L’élevage serait à lui seul responsable d’un tiers des émissions de gaz à effet de serre d’Argentine. Face à l’exigence accrue des consommateurs, les systèmes d’élevage en agroforesterie sont montrés en exemple.
« L’empreinte, quoi ? Ah oui, les émissions de carbone de la filière !.. » Alejandro Bessana, attaché de presse du syndicat agricole Confédérations rurales argentines, réagit désormais rapidement dès qu’un journaliste l'appelle pour l'interroger à ce sujet. Depuis peu, les représentants des éleveurs argentins prennent cette thématique très au sérieux. Ce n’est plus seulement l’affaire des scientifiques. Et pour cause : selon Cristián Feldkamp, auteur du rapport du gouvernement argentin présenté à l’ONU sur la participation du pays au changement climatique, près d’un tiers (28,6 %) du total des émissions de gaz à effet de serre (GES) de l’Argentine proviendrait de l’élevage bovin, et 98 % de cette responsabilité incomberait aux vaches et veaux élevés en extensif en système herbager.
Les animaux qui paissent les prairies d’Argentine émettent beaucoup de méthane pour peu de kilos vifs produits. Le fret routier du transport des veaux vers les zones d’engraissement, la consommation d’énergie des abattoirs et le fret maritime vers l’Europe ou d'autres lointaines destination pèseraient, ensemble, à peine plus de 2 % du total des émissions de GES de la filière bœuf Argentine.

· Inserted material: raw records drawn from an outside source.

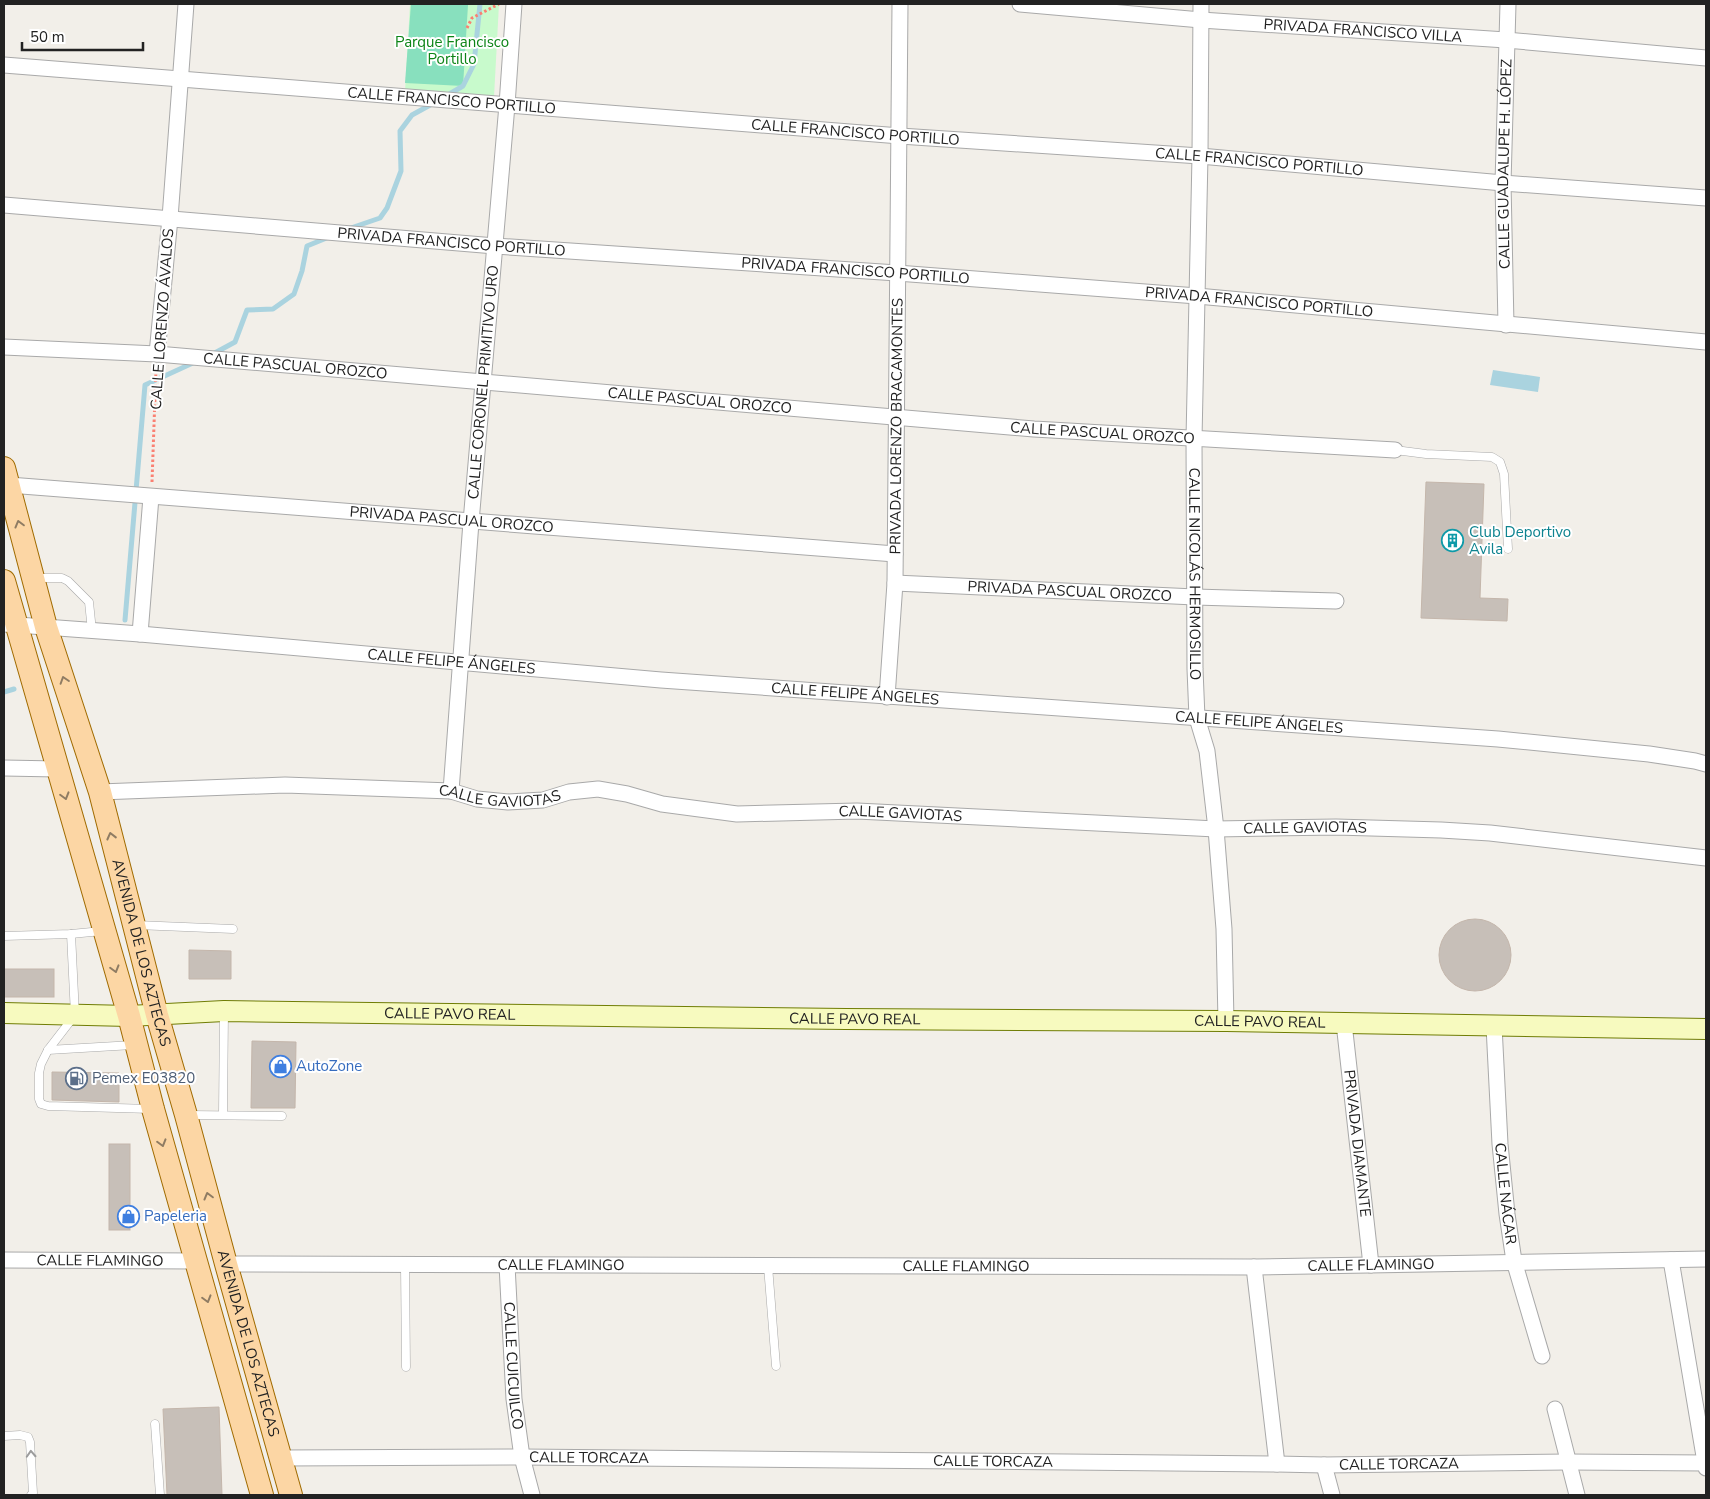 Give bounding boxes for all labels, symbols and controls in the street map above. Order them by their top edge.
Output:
street label: PRIVADA FRANCISCO VILLA [1263,14,1463,47]
scale bar [22,20,144,52]
text: 50 m [30,27,65,47]
park label: Parque Francisco Portillo [395,32,509,69]
street label: CALLE GUADALUPE H. LÓPEZ [1493,59,1516,269]
street label: CALLE FRANCISCO PORTILLO [347,82,557,119]
street label: CALLE FRANCISCO PORTILLO [750,114,960,150]
street label: CALLE FRANCISCO PORTILLO [1154,143,1364,181]
street label: PRIVADA FRANCISCO PORTILLO [337,223,566,261]
street label: CALLE LORENZO ÁVALOS [146,228,178,410]
street label: PRIVADA FRANCISCO PORTILLO [741,253,970,289]
street label: CALLE CORONEL PRIMITIVO URO [463,264,503,500]
street label: PRIVADA FRANCISCO PORTILLO [1144,282,1374,322]
street label: PRIVADA LORENZO BRACAMONTES [885,298,907,555]
street label: CALLE PASCUAL OROZCO [202,348,388,384]
street label: CALLE PASCUAL OROZCO [607,383,793,418]
street label: CALLE PASCUAL OROZCO [1009,417,1195,448]
street label: CALLE NICOLÁS HERMOSILLO [1184,468,1205,681]
street label: PRIVADA PASCUAL OROZCO [349,502,554,537]
one-way arrow [14,520,25,529]
place label: Club Deportivo Avila [1469,522,1571,559]
building icon: Club Deportivo Avila [1441,529,1465,553]
street label: PRIVADA PASCUAL OROZCO [967,576,1173,606]
street label: CALLE FELIPE ÁNGELES [367,644,536,679]
one-way arrow [59,677,69,685]
street label: CALLE FELIPE ÁNGELES [770,678,940,710]
street label: CALLE FELIPE ÁNGELES [1174,706,1344,738]
street label: CALLE GAVIOTAS [439,781,563,812]
one-way arrow [60,792,70,800]
street label: CALLE GAVIOTAS [838,801,963,826]
street label: CALLE GAVIOTAS [1243,817,1367,839]
one-way arrow [106,831,117,840]
street label: AVENIDA DE LOS AZTECAS [107,857,176,1049]
one-way arrow [110,965,120,973]
street label: CALLE PAVO REAL [384,1003,516,1025]
street label: CALLE PAVO REAL [789,1008,921,1029]
street label: CALLE PAVO REAL [1194,1011,1326,1033]
shop icon: AutoZone [268,1054,292,1078]
place label: AutoZone [296,1056,362,1076]
fuel station icon: Pemex E03820 [64,1066,88,1090]
place label: Pemex E03820 [92,1068,195,1088]
street label: PRIVADA DIAMANTE [1339,1069,1376,1218]
one-way arrow [157,1138,167,1147]
street label: CALLE NÁCAR [1490,1142,1521,1246]
one-way arrow [203,1192,213,1200]
shop icon: Papeleria [116,1204,140,1228]
place label: Papeleria [144,1206,207,1226]
street label: AVENIDA DE LOS AZTECAS [213,1248,284,1439]
street label: CALLE FLAMINGO [36,1250,164,1271]
street label: CALLE FLAMINGO [1307,1254,1435,1276]
street label: CALLE FLAMINGO [498,1255,624,1275]
street label: CALLE FLAMINGO [903,1256,1029,1276]
one-way arrow [201,1295,211,1303]
street label: CALLE CUICUILCO [499,1301,528,1431]
street label: CALLE TORCAZA [529,1447,649,1468]
one-way arrow [26,1450,36,1458]
street label: CALLE TORCAZA [933,1451,1053,1472]
street label: CALLE TORCAZA [1339,1453,1459,1475]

« Ce résultat est surprenant, mais les scientifiques le constatent aussi ailleurs », assure Cristián Feldkamp, qui a mené son enquête au sein de l’association AACREA(1). Cette incidence soi-disant minime du fret dans le calcul de l’empreinte carbone du bœuf rassure surtout les exportateurs, très attentifs aux tendances du marché. Car l’empreinte carbone surgit à leurs yeux comme une exigence supplémentaire, voire une menace.
Les consommateurs s'interrogent
« En Allemagne, notre plus gros marché d’exportation, et dans le Sud-Est asiatique, des consommateurs toujours plus nombreux s’interrogent sur l’empreinte carbone du bœuf. La mondialisation d’une telle exigence peut toucher le commerce », reconnaît Cristián Feldkamp.
Il a recensé 91 types d’élevage différents en Argentine et conclut que plus le système est intensif, plus les émissions s’amoindrissent. Des systèmes intégrés à la forêt, sur environ 80 000 hectares dans le Nord-Est du pays, sont montrés en exemple.
L’Institut de promotion du bœuf argentin (IPCVA) finance d'ailleurs un projet de recherche sur des systèmes intégrés à la culture d’eucalyptus. En charge du projet, Jorge Esquivel, conseiller auprès de la scierie Zeni (20 000 ha de forêt, combinée à l’élevage extensif à Corrientes) croit avoir trouvé la solution : une vache élevée en extensif (avec une charge animale inférieure à 1 UGB/ha) émet ici environ 1,2 t d’équivalent carbone par an alors qu’un hectare de forêt dans ces zones tropicales capte de 10 à 15 t de carbone par an. Parallèlement, il prône également l’enrichissement des rations afin d'avoir des animaux plus efficients et accroître ainsi leur potentiel de croissance pour un moindre temps de présence en élevage.
Autre bon point pour les exportateurs, selon Cristián Feldkamp : « tant que les scientifiques ne se mettront pas d’accord sur leurs méthodes de calcul, en particulier sur le taux d’équivalence du méthane au carbone pour mesurer son potentiel de réchauffement climatique, aucune négociation commerciale ne pourra y être liée »l.
Déjà, il évalue non plus seulement les émissions de gaz issues du bétail rendu à l’abattoir, mais la véritable empreinte carbone du morceau de bœuf argentin proposé sur un étalage à Rotterdam ou à Bangkok. Affaire à suivre.
(1) Association argentine des consortium régionaux d’expérimentation agricole, équivalent des centres d’expérimentation technique agricole français.